MacDonald proposed a multifaceted exhibition of objects, monotype prints, and site-specific installations that promote a culture of repair. She writes, “Society today is struggling with an economy of planned obsolescence where it is easier to replace something than to repair it. We are losing our ability to fix things and I believe that the act of repairing is a way to reclaim a piece of our personal and collective history.” She saw a direct connection between this work and life at Rokeby. “’In an 1839 letter from Rachel G. Robinson to Rowland, when away in Philadelphia, she writes ‘say to my precious sister that if R. Evans needs another suit of summer clothes before I reach home, they might be made out of the Pongee in the drawer of the chest in the bedroom and Ann’s little silk shawl is in my box in the upper part of the bedroom closet.’ Anna Stevens Robinson writes in her 1873 diary about making shirts for father over the course of a few weeks in April. She also references mending dresses and finishing a chemise. The farm and homestead relied heavily on not only the making of tools, fences, clothing and household goods, but also the ability to repair them when they were broken, torn or worn out. Since Rokeby has been preserved and not restored, this is a perfect place to stage this installation as there are things currently on exhibit that are in need of repair.”

from Carol MacDonald’s proposal, “Mending Fences and Darning Socks”
2019; courtesy of the artist

MacDonald proposed the creation of a series of artworks that incorporate the act of repairing. “Actual objects, scattered throughout the house, will be temporarily mended or repaired using red thread, cord, rope etc. to distinguish what has been added. At the end of the exhibit these pieces will be returned to their original state.” She writes, “A selection of objects from the Robinson collection that have been handmade or sewn will be displayed. Some of these may have evidence of having been repaired or be in need of repair. I will also create a series of monotypes of textiles and laces that are I will repair with chine colle and stitching with red thread.”

Potential objects for the exhibition in the Jane Williamson Gallery include Thomas R. Robinson’s wooden spoons and the two that have been repaired with fiber; darned socks and mended fabrics and clothing; the sketch by Rachel Robinson of a young girl mending the rug; and repaired tools and farming equipment. Outside the Main House, MacDonald proposed a large canvas sewn banner suspended between two trees. She also proposed mending the wooden fence with red nylon cord–a reference to mending fences.

from Carol MacDonald’s proposal, “Mending Fences and Darning Socks”
2019; courtesy of the artist

For inside the Main House, MacDonald wrote, “Upon entering the house the viewer will see an old net hanging on the wall that has been repaired with red thread. The snowshoes will have the missing straps filled in with red raw hide. The rug on the floor by the bed in the downstairs bedroom will be repaired by red cord. The bedspread in Rachel’s room will be patched and sewn with red thread. A rocking chair (from the top floor of the shed) will have a woven shaker tape seat and back. Broken china (from up in the attic) will be repaired with red in the cracks.”

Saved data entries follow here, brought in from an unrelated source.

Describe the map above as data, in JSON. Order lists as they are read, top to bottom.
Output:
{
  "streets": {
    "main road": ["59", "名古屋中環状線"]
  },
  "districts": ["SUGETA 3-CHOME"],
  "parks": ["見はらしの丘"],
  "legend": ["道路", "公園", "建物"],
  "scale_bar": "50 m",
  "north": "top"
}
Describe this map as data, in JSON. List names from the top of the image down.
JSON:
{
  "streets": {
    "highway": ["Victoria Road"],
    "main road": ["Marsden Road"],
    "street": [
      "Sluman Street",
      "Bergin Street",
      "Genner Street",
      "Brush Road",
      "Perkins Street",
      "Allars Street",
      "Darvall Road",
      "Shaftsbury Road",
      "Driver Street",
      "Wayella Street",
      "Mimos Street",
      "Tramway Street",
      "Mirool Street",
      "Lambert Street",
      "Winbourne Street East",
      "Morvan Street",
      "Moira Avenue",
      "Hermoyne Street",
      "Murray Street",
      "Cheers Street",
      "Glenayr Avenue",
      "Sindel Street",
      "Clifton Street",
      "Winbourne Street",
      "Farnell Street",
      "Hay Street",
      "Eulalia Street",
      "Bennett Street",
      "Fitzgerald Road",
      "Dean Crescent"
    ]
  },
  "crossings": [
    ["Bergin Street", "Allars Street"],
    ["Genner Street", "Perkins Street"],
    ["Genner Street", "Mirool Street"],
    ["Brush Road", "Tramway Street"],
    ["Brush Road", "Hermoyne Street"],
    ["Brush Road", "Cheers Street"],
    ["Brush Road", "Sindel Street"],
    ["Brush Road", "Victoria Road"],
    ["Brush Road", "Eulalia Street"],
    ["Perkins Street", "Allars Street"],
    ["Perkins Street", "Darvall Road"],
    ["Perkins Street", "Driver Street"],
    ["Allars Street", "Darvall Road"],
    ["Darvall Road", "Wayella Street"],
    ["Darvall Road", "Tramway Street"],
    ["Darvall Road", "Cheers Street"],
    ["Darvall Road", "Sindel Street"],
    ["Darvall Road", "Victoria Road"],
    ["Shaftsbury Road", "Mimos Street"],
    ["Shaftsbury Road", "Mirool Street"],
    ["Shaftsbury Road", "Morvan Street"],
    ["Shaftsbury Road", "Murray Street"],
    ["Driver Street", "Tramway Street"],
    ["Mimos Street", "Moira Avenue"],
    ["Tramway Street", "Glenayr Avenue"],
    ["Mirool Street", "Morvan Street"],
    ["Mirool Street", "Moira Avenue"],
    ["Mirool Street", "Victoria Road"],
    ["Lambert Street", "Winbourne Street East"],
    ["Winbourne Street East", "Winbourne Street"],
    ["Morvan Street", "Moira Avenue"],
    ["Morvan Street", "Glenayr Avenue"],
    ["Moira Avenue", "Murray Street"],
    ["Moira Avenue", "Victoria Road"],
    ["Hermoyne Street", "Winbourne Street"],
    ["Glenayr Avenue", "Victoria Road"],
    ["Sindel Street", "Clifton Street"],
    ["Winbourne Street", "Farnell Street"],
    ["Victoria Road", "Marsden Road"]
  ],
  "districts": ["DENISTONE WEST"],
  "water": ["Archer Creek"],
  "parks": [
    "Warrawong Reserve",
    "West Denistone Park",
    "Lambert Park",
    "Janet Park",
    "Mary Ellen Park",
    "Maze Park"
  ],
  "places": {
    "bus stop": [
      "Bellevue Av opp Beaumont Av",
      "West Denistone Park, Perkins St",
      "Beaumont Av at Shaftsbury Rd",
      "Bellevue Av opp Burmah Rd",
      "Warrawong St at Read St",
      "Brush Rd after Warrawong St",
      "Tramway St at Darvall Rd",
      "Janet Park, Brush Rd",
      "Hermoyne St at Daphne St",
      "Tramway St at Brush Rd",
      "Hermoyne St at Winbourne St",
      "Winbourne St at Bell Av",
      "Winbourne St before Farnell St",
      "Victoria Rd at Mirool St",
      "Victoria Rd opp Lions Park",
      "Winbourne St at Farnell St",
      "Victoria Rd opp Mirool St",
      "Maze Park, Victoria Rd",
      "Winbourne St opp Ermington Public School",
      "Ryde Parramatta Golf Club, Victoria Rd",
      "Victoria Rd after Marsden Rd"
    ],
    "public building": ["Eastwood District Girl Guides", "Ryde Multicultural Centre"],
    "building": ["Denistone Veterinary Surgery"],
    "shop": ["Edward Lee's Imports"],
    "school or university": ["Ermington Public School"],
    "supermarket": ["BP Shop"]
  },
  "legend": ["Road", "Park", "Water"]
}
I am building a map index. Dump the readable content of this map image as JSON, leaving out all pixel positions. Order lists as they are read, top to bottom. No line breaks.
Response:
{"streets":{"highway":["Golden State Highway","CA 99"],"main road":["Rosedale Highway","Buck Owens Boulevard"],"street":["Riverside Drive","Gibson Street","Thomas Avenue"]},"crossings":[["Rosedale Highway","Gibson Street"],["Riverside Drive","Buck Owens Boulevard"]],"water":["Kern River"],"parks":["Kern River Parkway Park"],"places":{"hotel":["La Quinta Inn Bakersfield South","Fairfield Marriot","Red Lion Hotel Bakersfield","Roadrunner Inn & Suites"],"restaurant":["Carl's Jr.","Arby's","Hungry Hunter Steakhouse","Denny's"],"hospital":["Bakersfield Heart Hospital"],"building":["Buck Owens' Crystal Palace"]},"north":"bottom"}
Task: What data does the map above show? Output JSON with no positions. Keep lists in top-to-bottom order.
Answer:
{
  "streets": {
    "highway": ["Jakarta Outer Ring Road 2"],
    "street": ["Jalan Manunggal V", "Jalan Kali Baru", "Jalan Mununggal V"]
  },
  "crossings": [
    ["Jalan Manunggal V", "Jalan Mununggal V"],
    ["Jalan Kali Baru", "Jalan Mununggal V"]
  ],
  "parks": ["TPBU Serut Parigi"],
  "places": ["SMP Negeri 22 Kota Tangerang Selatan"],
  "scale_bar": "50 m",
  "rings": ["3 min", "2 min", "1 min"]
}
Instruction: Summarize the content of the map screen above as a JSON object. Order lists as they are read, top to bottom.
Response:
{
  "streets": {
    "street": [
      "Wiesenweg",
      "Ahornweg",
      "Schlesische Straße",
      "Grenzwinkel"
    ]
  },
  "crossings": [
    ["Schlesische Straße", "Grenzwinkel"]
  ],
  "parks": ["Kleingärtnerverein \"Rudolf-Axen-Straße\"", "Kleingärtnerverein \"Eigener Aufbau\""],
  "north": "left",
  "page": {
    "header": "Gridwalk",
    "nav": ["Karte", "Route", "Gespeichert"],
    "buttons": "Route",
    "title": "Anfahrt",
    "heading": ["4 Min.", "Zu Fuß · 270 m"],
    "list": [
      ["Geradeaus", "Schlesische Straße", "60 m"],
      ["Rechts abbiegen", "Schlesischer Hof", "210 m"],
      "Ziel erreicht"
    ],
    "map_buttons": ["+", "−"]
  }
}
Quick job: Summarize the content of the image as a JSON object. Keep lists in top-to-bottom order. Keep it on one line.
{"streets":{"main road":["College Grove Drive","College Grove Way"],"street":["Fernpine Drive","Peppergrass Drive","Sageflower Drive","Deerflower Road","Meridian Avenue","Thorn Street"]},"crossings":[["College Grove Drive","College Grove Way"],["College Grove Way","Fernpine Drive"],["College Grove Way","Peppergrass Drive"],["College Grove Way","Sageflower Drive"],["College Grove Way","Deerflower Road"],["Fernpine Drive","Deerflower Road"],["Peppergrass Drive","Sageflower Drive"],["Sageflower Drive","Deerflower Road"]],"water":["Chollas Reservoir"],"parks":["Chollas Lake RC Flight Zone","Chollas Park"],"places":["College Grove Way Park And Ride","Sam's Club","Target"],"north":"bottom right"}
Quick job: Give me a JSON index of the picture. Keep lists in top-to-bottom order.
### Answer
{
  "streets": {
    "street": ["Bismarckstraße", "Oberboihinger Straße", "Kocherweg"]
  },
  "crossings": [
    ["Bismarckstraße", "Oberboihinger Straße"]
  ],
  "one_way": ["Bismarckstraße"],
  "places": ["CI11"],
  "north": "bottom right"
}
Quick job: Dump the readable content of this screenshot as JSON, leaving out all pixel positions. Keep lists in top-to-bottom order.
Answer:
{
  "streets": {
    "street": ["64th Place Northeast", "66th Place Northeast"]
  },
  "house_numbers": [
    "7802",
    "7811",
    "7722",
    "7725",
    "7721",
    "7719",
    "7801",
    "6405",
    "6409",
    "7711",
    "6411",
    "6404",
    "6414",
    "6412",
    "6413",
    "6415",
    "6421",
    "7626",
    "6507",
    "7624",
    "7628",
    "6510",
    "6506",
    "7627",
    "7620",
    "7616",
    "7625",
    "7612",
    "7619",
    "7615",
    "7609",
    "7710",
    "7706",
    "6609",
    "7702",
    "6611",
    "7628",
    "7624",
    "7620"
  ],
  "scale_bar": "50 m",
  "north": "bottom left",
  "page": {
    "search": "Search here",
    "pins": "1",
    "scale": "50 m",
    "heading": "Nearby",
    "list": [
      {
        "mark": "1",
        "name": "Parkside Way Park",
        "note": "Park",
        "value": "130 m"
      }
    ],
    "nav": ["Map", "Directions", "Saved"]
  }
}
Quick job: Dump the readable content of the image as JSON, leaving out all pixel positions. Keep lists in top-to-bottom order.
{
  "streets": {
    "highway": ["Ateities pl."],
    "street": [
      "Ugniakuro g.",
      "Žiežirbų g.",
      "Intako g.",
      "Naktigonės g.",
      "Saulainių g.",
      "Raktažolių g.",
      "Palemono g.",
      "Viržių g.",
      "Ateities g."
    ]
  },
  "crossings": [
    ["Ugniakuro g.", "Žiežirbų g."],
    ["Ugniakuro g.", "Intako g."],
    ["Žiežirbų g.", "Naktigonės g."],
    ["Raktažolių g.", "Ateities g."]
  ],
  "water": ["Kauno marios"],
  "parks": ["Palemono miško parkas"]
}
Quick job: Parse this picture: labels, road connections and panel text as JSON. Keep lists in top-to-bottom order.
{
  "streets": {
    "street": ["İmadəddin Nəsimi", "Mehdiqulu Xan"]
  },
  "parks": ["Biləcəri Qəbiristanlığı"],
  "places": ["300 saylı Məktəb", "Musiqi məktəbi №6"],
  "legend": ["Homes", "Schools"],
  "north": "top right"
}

MacDonald sees “fixing or repairing is inherent to abolitionism, farming and homesteading as well as addressing contemporary issues of repair in today’s society.” The artwork references the Japanese art of Kintsugi which uses gold dust mixed into lacquer to repair broken pottery. “In the spirit of this practice I will mend, repair and weave together a series of ‘broken’ or damaged objects with the distinguishing color of red. My intention is to bring attention to the value of repairing as opposed to throwing away and replacing.”

The exhibition will be animated with an artist talk, an interactive piece, and Repair Fair in partnership with Addison County Solid Waste Management District where visitors learn various repair techniques. MacDonald sees a connection between the practice of repair on the farm and Quaker’s spiritual drive towards restorative justice. “I believe that the act of abolition was essentially a way to repair the societal wrong of slavery,” she writes. To that end, she proposes a workshop or speakers who can create “a diverse cultural dialogue or a roundtable discussion around the issue of reparations.”